I am afraid it is rather routine to prove that $f:U \to f(U)$ is (globally) invertible. We have,
- By definition, $f$ is surjective.
- Suppose $x,y\in\mathbb R^n$, $x\ne y$. Then $\lVert x - y\rVert \gt0$. Hence, $\lVert f(x) - f(y) \rVert \geq c \lVert x - y\rVert\gt 0$, which says $f(x)\ne f(y)$. $f$ is injective.
An interesting question that might be in your mind is whether $f(\mathbb R^n)=\mathbb R^n$, assuming $f$ is defined over $\mathbb R^n$. If that is true, then we can just claim $f$ is bijective without restricting its codomain.
For simple examples, such as $f(x)=ax+b$ for some constant $a\ne0$ and $b$, we have $f(\mathbb R^n)=\mathbb R^n $.

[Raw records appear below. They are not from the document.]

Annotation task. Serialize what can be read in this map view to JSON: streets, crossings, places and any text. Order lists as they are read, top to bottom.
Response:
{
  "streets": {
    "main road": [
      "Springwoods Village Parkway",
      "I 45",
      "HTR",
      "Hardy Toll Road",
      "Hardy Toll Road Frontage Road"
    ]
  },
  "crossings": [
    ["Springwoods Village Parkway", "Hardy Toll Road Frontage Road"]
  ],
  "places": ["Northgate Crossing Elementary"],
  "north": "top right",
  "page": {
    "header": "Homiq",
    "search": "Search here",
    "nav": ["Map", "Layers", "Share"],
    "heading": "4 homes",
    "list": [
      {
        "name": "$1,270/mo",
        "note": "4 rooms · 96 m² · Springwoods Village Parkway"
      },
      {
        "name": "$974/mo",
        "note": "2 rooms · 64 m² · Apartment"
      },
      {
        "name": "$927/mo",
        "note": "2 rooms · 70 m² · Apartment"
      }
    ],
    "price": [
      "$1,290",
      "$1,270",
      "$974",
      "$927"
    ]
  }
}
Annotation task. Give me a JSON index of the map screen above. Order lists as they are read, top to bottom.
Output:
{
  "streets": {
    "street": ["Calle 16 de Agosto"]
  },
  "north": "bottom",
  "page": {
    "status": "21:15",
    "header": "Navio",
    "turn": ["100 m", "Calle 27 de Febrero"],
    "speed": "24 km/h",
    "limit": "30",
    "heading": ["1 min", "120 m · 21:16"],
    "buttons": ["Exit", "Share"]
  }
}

It is, in fact, true that, under with the slightly stronger condition that $f$ be continuously differentiable, $$f(\mathbb R^n)=\mathbb R^n.$$
Proof: for the sake of contradiction, suppose $f(\mathbb R^n)\ne \mathbb R^n$.

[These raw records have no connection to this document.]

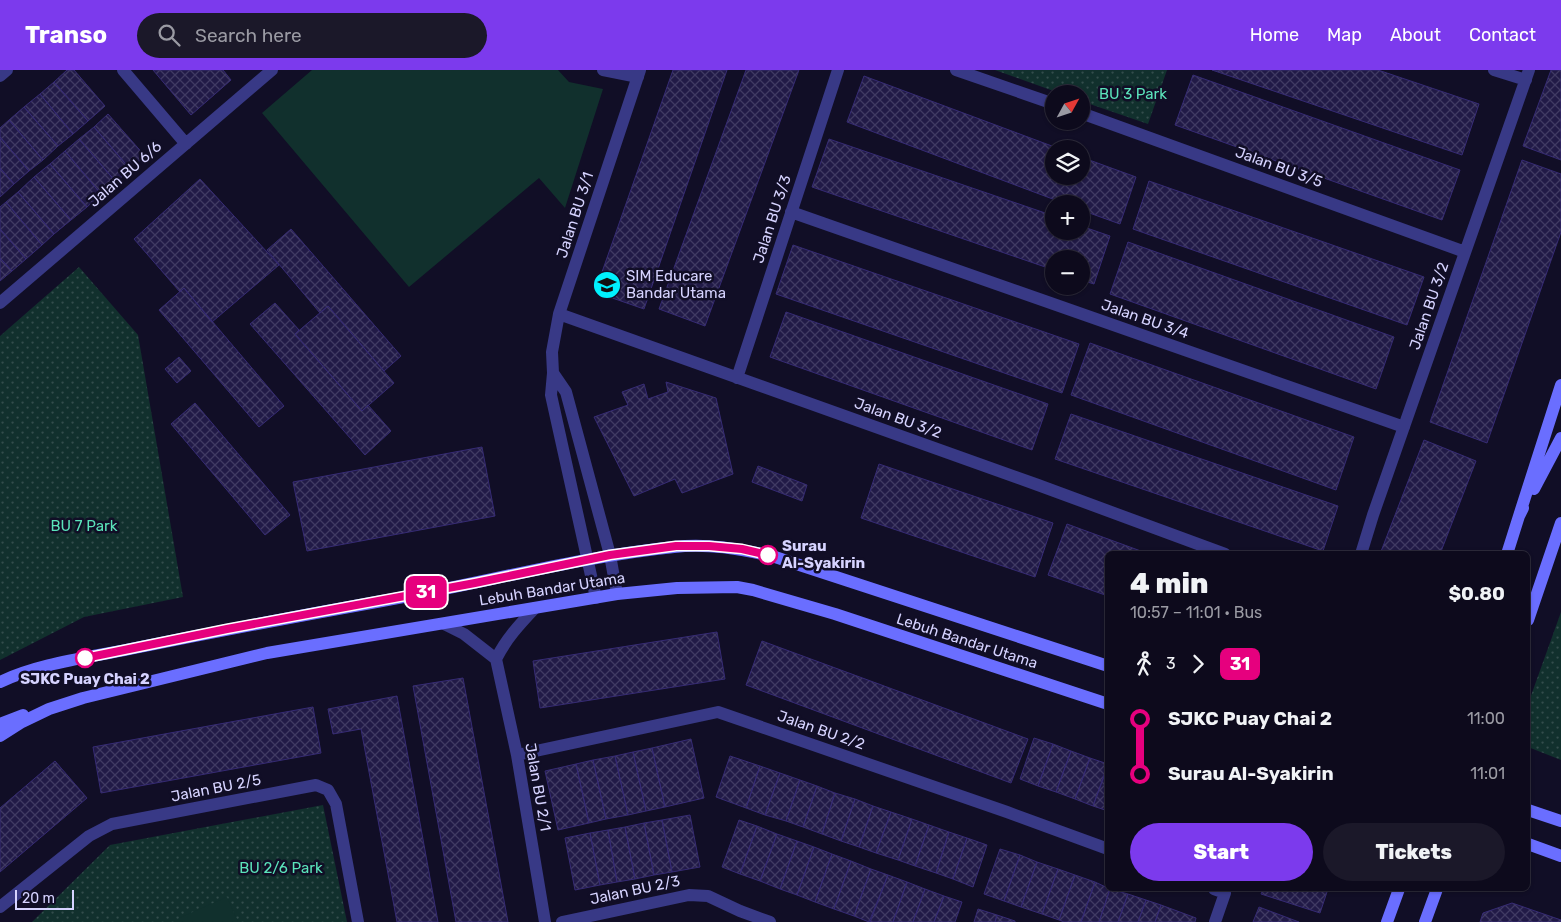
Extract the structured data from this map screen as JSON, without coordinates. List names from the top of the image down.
{
  "streets": {
    "main road": ["Lebuh Bandar Utama"],
    "street": [
      "Jalan BU 3/5",
      "Jalan BU 6/6",
      "Jalan BU 3/1",
      "Jalan BU 3/3",
      "Jalan BU 3/2",
      "Jalan BU 3/4",
      "Jalan BU 2/2",
      "Jalan BU 2/1",
      "Jalan BU 2/5",
      "Jalan BU 2/3"
    ]
  },
  "crossings": [
    ["Jalan BU 3/5", "Jalan BU 3/2"],
    ["Jalan BU 3/1", "Jalan BU 3/2"],
    ["Jalan BU 3/1", "Lebuh Bandar Utama"],
    ["Jalan BU 3/3", "Jalan BU 3/2"],
    ["Jalan BU 3/3", "Jalan BU 3/4"],
    ["Jalan BU 3/2", "Jalan BU 3/4"],
    ["Jalan BU 2/2", "Jalan BU 2/1"]
  ],
  "parks": ["BU 3 Park", "BU 7 Park", "BU 2/6 Park"],
  "places": {
    "school or university": ["SIM Educare Bandar Utama"],
    "other": ["Surau Al-Syakirin", "SJKC Puay Chai 2"]
  },
  "lines": ["bus line 31"],
  "scale_bar": "20 m",
  "north": "top right",
  "page": {
    "header": "Transo",
    "search": "Search here",
    "nav": [
      "Home",
      "Map",
      "About",
      "Contact"
    ],
    "on_map": "31",
    "map_buttons": ["+", "−"],
    "heading": ["4 min", "10:57 – 11:01 · Bus", "$0.80"],
    "legs": ["3", "31"],
    "list": [
      {
        "name": "SJKC Puay Chai 2",
        "value": "11:00"
      },
      {
        "name": "Surau Al-Syakirin",
        "value": "11:01"
      }
    ],
    "buttons": ["Start", "Tickets"],
    "scale": "20 m"
  }
}
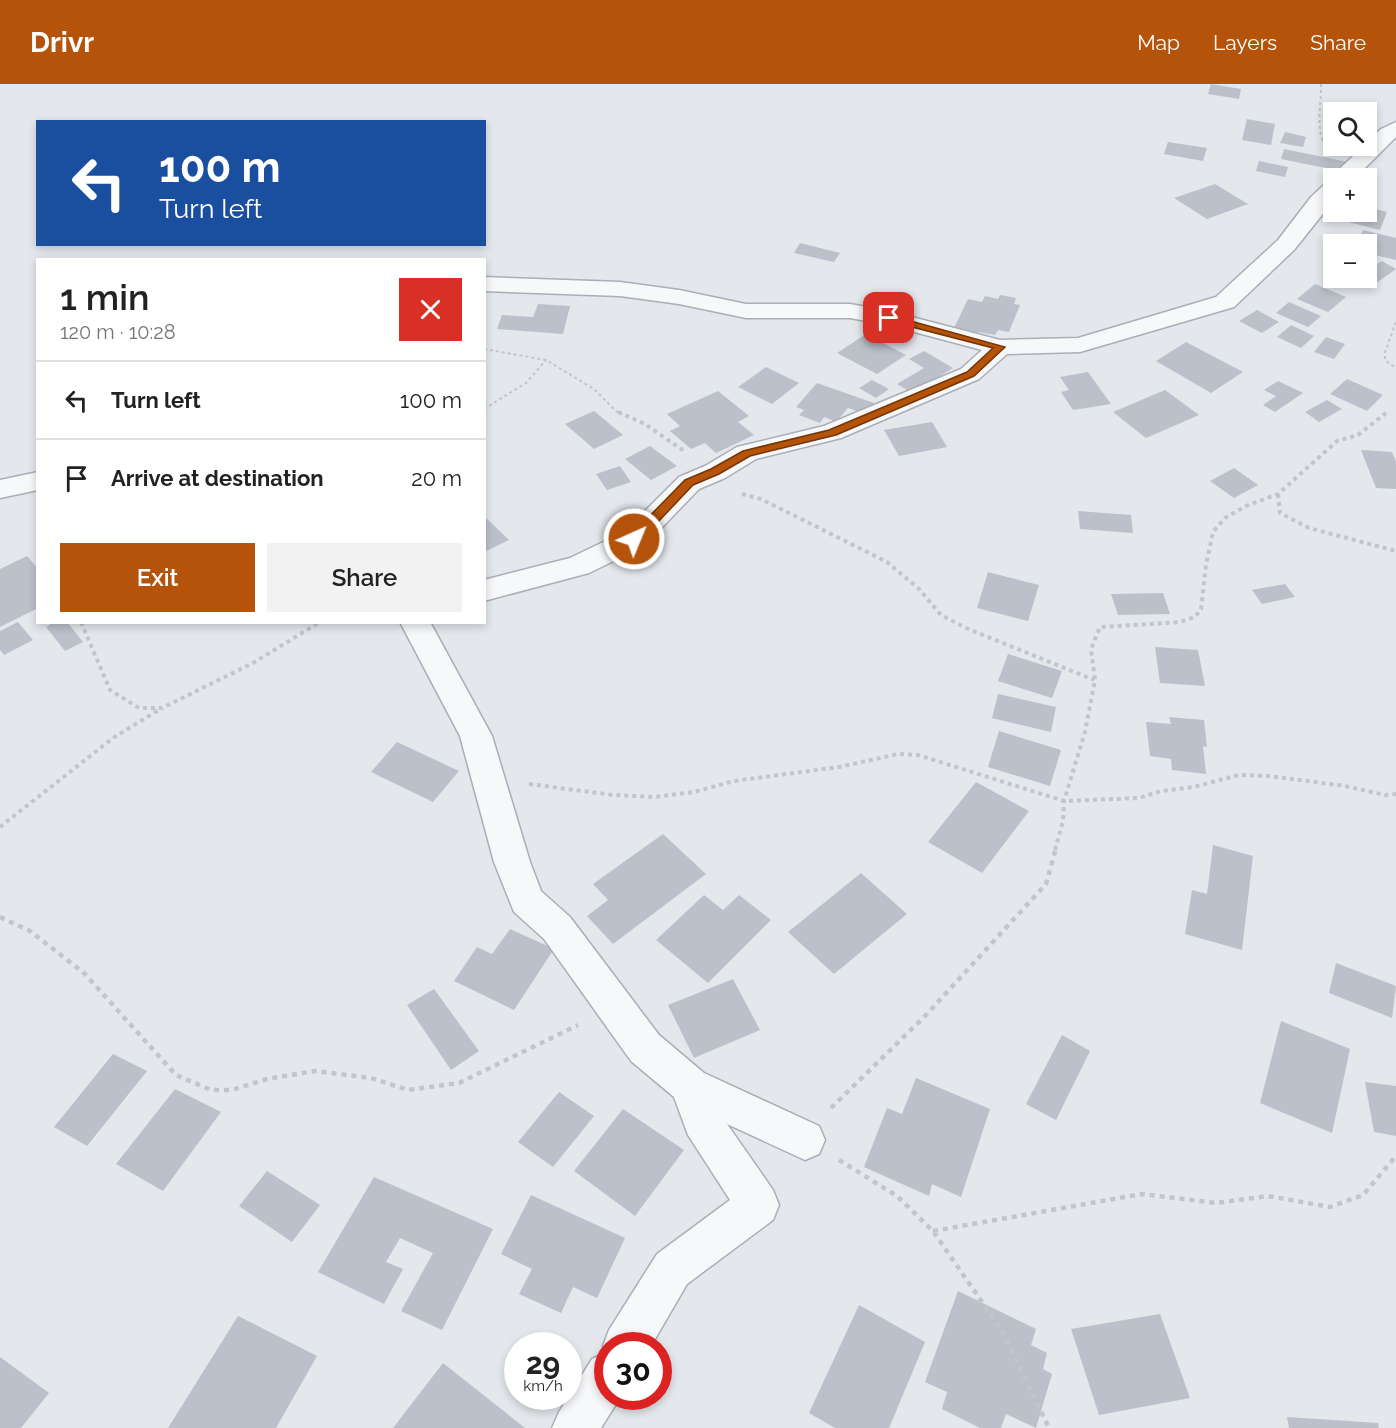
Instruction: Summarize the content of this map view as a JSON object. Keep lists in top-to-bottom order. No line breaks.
{"page":{"header":"Drivr","nav":["Map","Layers","Share"],"map_buttons":["+","−"],"turn":["100 m","Turn left"],"heading":["1 min","120 m · 10:28"],"list":[{"name":"Turn left","value":"100 m"},{"name":"Arrive at destination","value":"20 m"}],"buttons":["Exit","Share"],"speed":"29 km/h","limit":"30"}}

Let $q$ be a point on the boundary of $f(\mathbb R^n)$, i.e, there is a sequence of points in $f(\mathbb R^n)$, say, $f(p_1), f(p_2), \cdots,$ whose limit is $q$. Since $f(p_1), f(p_2), \cdots,$ is a cauchy sequence in terms of $\lVert\cdot\rVert$, and $f$ extends the distance by at least a positive constant factor, so is the sequence $p_1, p_2, \cdots$. Let the limit of $p_1, p_2, \cdots$ be $p$. Since $f$ is continuous, $f(p)=q$.

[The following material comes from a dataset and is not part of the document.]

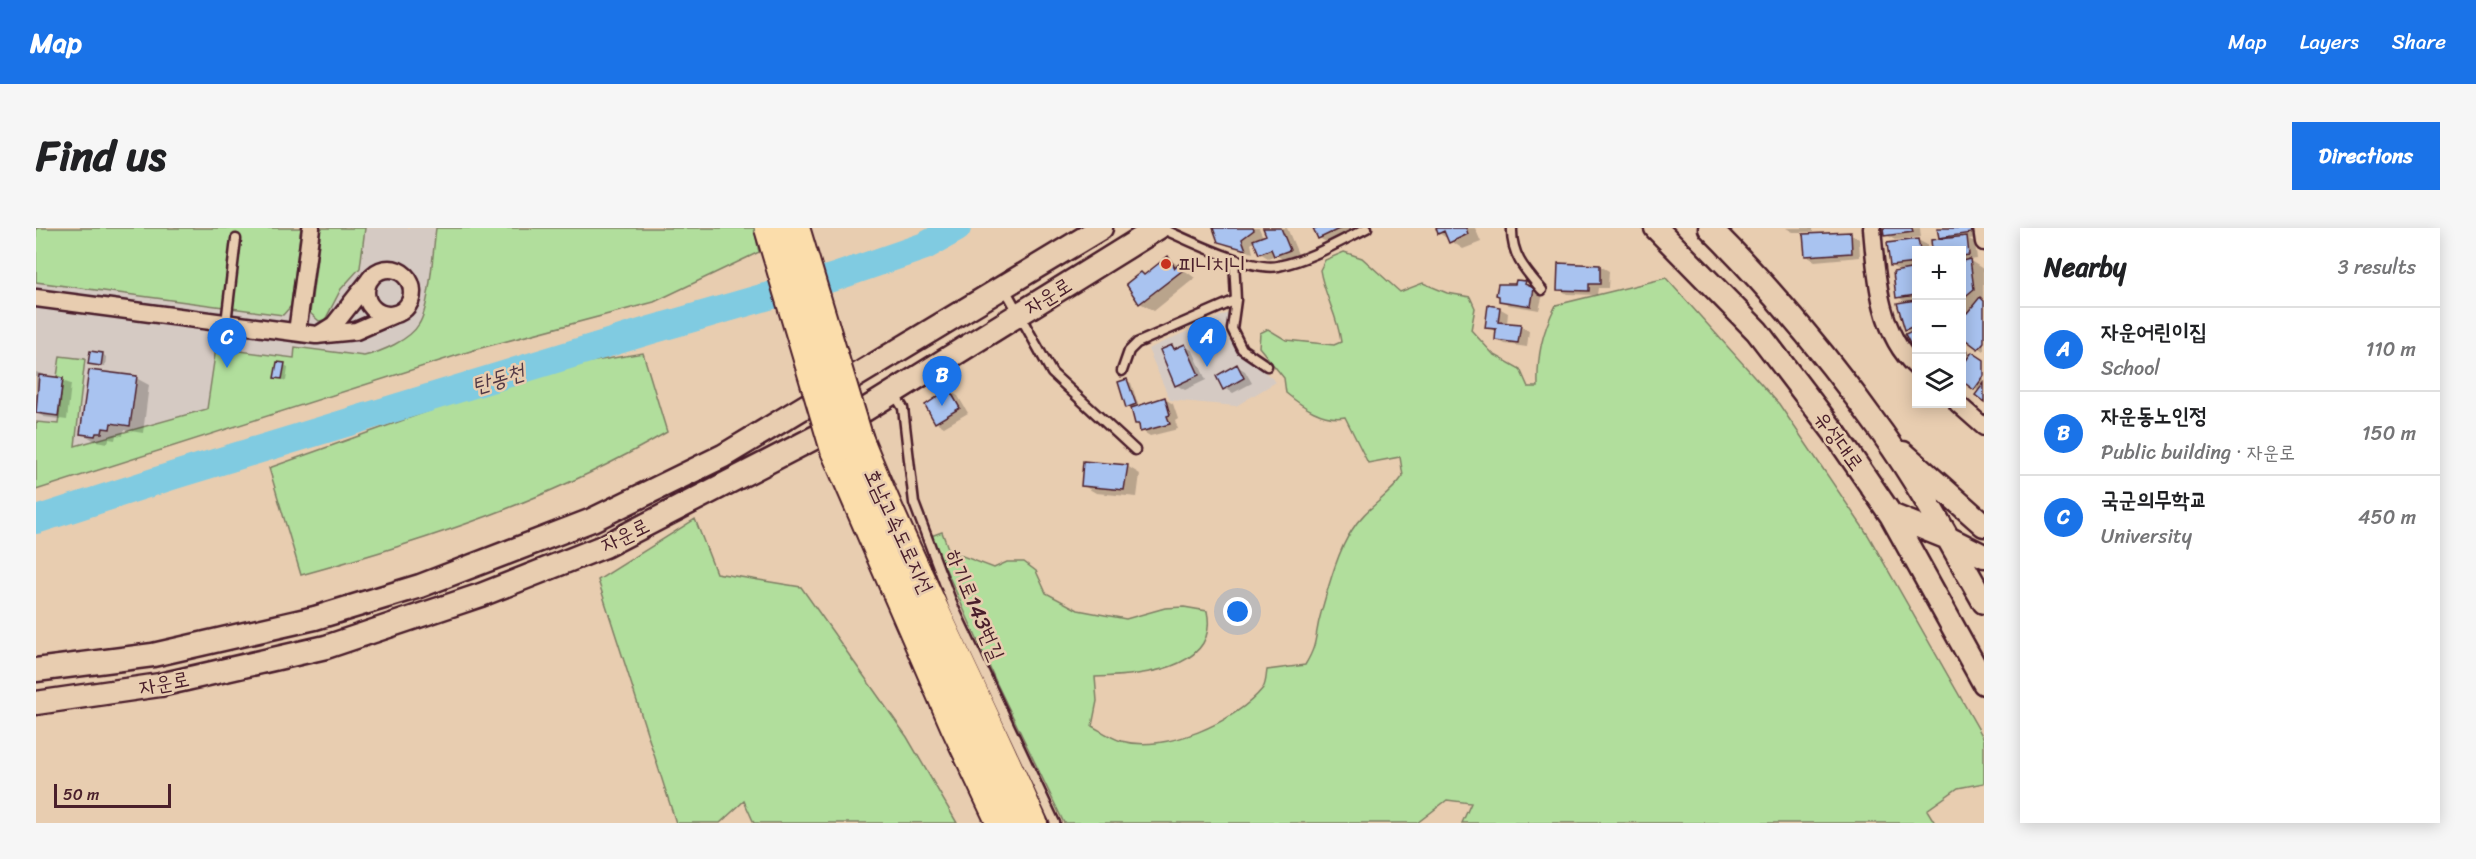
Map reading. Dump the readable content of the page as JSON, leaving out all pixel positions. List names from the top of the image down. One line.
{"streets":{"highway":["호남고속도로지선"],"street":["자운로","유성대로"],"lane":["하기로143번길"]},"crossings":[["자운로","하기로143번길"]],"water":["탄동천"],"places":["피니치니"],"scale_bar":"50 m","page":{"header":"Map","nav":["Map","Layers","Share"],"title":"Find us","buttons":"Directions","heading":["Nearby","3 results"],"map_buttons":["+","−"],"list":[{"mark":"A","name":"자운어린이집","note":"School","value":"110 m"},{"mark":"B","name":"자운동노인정","note":"Public building · 자운로","value":"150 m"},{"mark":"C","name":"국군의무학교","note":"University","value":"450 m"}],"pins":["A","C","B"],"scale":"50 m"}}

Because $f$ extends distance by at least a positive constant factor, the derivative of $f$ at $p$ along any direction will be at least $c$ in magnitude, i.e, not zero. That means the differential of $f$ is a linear isomorphism at $p$. The inverse function theorem stipulates that $f$ must be a local diffeomorphism, which contradicts the fact that $f(p)=q$ is on the boundary of $f(\mathbb R^n)$. This proof is done.
In a nutshell, the proof shows that $f(\mathbb R^n)$ must be both closed and open in $\mathbb R^n$, hence it must be all of $\mathbb R^n$.